EXERCISE DIRECTIONS => The line that contains "height:9px; margin:-4.5px; padding:0" marks the end: retype the data below exactly from its first line through that line.

Stored entries =>
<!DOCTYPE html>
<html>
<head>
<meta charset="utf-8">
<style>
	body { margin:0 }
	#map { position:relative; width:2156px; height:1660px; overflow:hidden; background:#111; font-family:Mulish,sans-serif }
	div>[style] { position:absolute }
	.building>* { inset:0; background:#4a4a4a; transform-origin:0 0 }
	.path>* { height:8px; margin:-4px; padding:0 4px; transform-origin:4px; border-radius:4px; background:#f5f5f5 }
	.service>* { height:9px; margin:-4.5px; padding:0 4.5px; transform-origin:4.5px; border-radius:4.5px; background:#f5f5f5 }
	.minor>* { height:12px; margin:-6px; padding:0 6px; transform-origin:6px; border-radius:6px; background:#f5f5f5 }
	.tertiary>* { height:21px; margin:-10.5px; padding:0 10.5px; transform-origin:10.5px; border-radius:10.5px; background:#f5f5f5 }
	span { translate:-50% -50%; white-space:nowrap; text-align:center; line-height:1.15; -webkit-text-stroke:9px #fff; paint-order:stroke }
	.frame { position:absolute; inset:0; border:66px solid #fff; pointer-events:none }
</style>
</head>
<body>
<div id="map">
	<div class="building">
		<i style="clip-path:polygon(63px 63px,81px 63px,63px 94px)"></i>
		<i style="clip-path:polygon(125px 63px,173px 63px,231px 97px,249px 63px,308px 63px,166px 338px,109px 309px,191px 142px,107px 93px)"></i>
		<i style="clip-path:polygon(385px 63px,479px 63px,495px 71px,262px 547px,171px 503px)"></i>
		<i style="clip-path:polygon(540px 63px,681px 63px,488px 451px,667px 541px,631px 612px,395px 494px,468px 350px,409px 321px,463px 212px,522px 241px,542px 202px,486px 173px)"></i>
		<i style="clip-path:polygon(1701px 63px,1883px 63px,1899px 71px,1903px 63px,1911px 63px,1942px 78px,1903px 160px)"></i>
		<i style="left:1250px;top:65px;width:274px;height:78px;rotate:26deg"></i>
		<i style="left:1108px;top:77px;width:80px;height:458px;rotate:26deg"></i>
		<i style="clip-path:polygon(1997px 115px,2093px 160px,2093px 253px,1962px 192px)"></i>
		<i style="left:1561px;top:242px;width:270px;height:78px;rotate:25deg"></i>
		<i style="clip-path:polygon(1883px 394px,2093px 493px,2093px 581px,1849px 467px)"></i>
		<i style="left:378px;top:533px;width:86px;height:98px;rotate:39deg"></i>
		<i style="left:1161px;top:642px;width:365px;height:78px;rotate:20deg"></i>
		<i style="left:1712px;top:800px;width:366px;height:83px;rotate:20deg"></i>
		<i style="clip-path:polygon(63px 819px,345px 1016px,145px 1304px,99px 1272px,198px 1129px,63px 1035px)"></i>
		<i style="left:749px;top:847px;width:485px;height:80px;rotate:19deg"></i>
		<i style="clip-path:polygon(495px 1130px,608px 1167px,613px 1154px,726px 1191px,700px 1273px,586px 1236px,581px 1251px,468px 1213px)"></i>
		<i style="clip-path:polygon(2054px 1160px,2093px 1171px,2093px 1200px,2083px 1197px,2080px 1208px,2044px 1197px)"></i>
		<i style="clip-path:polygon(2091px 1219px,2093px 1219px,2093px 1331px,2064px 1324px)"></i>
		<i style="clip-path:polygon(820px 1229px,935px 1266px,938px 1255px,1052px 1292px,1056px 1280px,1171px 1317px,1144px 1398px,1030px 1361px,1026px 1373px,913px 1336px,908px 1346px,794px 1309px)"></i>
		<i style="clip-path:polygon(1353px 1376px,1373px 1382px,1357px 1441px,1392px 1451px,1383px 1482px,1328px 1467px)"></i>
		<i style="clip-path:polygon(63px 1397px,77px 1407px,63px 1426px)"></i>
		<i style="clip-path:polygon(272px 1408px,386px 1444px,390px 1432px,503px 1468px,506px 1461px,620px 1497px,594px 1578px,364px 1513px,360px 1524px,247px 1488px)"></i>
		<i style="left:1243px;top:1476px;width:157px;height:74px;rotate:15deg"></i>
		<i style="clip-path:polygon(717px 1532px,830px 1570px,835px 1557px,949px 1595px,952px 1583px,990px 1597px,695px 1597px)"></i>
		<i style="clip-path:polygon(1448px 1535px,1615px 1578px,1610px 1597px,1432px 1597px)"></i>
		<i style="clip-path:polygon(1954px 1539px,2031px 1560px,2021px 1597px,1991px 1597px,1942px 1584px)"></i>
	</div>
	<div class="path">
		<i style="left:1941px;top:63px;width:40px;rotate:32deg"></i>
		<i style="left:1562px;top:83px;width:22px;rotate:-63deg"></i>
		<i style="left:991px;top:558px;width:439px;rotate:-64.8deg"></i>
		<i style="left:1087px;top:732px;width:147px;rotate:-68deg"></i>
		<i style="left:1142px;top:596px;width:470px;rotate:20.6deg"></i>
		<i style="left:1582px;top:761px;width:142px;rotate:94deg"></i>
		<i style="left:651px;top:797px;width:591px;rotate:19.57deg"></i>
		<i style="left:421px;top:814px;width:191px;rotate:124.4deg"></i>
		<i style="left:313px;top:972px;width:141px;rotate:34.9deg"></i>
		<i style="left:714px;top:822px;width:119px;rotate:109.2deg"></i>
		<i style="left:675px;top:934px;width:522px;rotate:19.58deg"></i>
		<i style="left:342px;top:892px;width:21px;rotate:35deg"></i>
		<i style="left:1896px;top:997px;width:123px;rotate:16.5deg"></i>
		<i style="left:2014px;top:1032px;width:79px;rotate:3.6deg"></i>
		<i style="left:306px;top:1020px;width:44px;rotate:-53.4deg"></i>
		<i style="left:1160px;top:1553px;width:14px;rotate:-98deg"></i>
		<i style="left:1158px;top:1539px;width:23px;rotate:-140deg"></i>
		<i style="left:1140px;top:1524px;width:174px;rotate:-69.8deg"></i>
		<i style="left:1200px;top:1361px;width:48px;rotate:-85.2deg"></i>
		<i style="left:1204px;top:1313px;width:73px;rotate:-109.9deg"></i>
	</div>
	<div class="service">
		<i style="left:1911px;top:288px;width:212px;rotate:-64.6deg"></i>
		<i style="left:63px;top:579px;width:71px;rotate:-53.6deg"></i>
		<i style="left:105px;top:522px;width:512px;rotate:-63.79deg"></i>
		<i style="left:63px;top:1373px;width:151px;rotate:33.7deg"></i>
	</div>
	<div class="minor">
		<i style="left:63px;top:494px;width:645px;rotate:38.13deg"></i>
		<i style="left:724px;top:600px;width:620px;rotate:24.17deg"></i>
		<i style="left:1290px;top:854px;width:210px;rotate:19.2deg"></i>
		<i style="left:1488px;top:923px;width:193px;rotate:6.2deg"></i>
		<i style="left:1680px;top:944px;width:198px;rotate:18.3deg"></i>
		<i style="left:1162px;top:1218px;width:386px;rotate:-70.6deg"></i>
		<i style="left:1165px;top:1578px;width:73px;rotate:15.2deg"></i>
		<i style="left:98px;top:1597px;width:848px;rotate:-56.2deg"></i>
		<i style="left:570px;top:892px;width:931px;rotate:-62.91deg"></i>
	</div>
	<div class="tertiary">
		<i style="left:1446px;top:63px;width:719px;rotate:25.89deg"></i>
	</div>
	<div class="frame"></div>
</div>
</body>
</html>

RESPONSE AREA =>
<!DOCTYPE html>
<html>
<head>
<meta charset="utf-8">
<style>
	body { margin:0 }
	#map { position:relative; width:2156px; height:1660px; overflow:hidden; background:#111; font-family:Mulish,sans-serif }
	div>[style] { position:absolute }
	.building>* { inset:0; background:#4a4a4a; transform-origin:0 0 }
	.path>* { height:8px; margin:-4px; padding:0 4px; transform-origin:4px; border-radius:4px; background:#f5f5f5 }
	.service>* { height:9px; margin:-4.5px; padding:0 4.5px; transform-origin:4.5px; border-radius:4.5px; background:#f5f5f5 }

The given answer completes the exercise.